Mon Jun 26 20:37:48 EDT 2006

On 27/06/2006 6:39 AM, Mike Orr wrote:
> Tim Peters wrote:
>> [EP <eric.pederson at gmail.com>]
>>> This inquiry may either turn out to be about the suitability of the
>>> SHA-1 (160 bit digest) for file identification, the sha function in
>>> Python ... or about some error in my script
>> It's your script.  Always open binary files in binary mode.  It's a
>> disaster on Windows if you don't (if you open a file in text mode on
>> Windows, the OS pretends that EOF occurs at the first instance of byte
>> chr(26) -- this is an ancient Windows behavior that made an odd kind
>> of sense in the mists of history, and has persisted in worship of
>> Backward Compatibility despite that the original reason for it went
>> away _long_ ago).
> 
> On a semi-related note, I have a database on Linux that imports from a
> Macintosh CSV file.  The 'csv' module says to always open files in
> binary mode, but this didn't work in my case: I had to open it as 'rU'
> (text with universal newlines) or 'csv' misparsed it.  I'd like the
> program to be portable to Windows and Mac.  Is there a way around this?
>  Will I really burn in hell for using 'rU'?

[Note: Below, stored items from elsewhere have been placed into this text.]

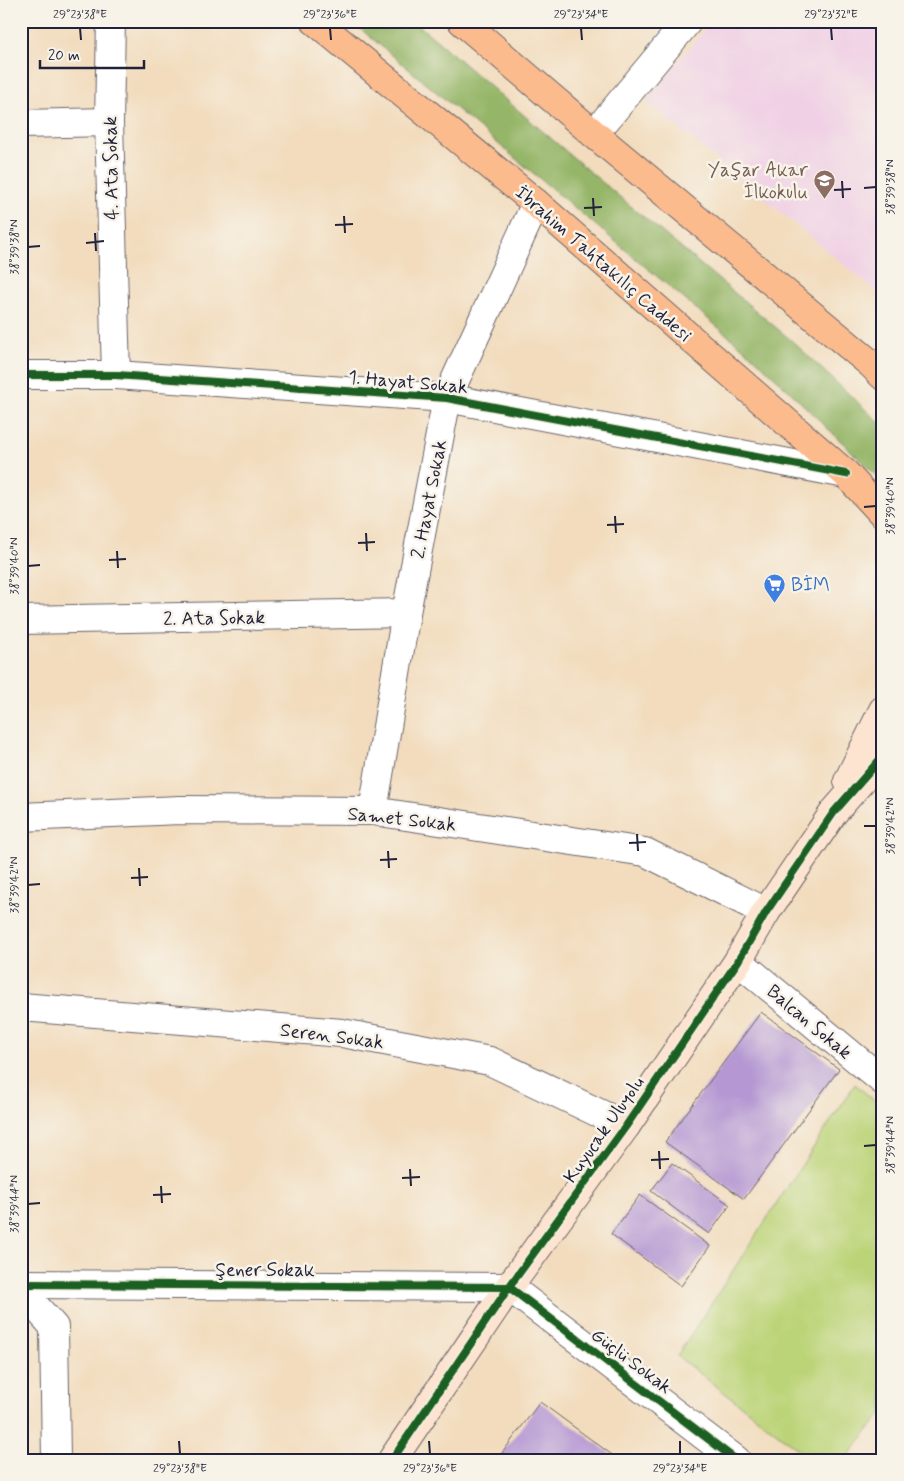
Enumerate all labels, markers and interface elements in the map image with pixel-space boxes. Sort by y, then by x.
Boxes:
text: 29°23'38"E [53,7,107,23]
text: 29°23'36"E [303,7,357,23]
text: 29°23'34"E [554,7,608,23]
text: 29°23'32"E [804,7,858,23]
scale bar [40,38,144,70]
text: 20 m [48,46,80,66]
street label: 4. Ata Sokak [98,116,125,220]
place label: Yaşar Akar İlkokulu [708,158,808,205]
text: 38°39'38"N [883,159,899,215]
school or university icon: Yaşar Akar İlkokulu [812,168,836,199]
street label: İbrahim Tahtakılıç Caddesi [509,180,697,348]
text: 38°39'38"N [7,219,23,275]
street label: 1. Hayat Sokak [347,365,469,400]
street label: 2. Hayat Sokak [406,438,453,561]
text: 38°39'40"N [883,477,899,535]
text: 38°39'40"N [7,537,23,595]
supermarket icon: BİM [763,572,787,603]
place label: BİM [791,573,830,598]
street label: 2. Ata Sokak [163,605,266,632]
text: 38°39'42"N [883,798,899,854]
street label: Samet Sokak [346,801,457,838]
text: 38°39'42"N [7,857,23,913]
street label: Balcan Sokak [761,979,857,1065]
street label: Seren Sokak [279,1018,385,1055]
street label: Kuyucak Uluyolu [558,1071,650,1188]
text: 38°39'44"N [883,1116,899,1174]
text: 38°39'44"N [7,1175,23,1233]
street label: Şener Sokak [215,1258,315,1283]
street label: Güçlü Sokak [586,1323,677,1400]
text: 29°23'38"E [153,1461,207,1477]
text: 29°23'36"E [403,1461,457,1477]
text: 29°23'34"E [653,1461,707,1477]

Yes, you will burn in hell for using any old kludge that gets results 
(by accident) instead of reading the manual to find a principled solution:

"""
lineterminator
The string used to terminate lines in the CSV file. It defaults to '\r\n'.
"""

In the case of a Mac CSV file, '\r' is probably required.

You will burn in hell for asking questions w/o supplying sufficient 
information, like (a) repr(first few lines of your Mac CSV file) (b) 
what was the result from the csv module ("didn't work" doesn't cut it).

> 
> What was the odd bit of sense?  I know you end console input by typing
> ctrl-Z, but I thought it was just like Unix ctrl-D which ends the input
> but doesn't actually insert that character.
> 

Pace timbot, the "ancient Windows behavior" was inherited via MS-DOS 
from CP/M. Sectors on disk were 128 bytes. File sizes were recorded as 
numbers of sectors, not numbers of bytes. The convention was that the 
end of a text file was indicated by ^Z.

You are correct, modern software shouldn't and usually doesn't 
gratuitously write ^Z to files, but there is is some software out there 
that still does, hence the preservation of the convention on reading.

More importantly for CSV files, the data may contain *embedded* CRs and 
LFs that the users had in their spreadsheet file. Reading that with "r" 
or "rU" will certainly result in "didn't work".

HTH,
John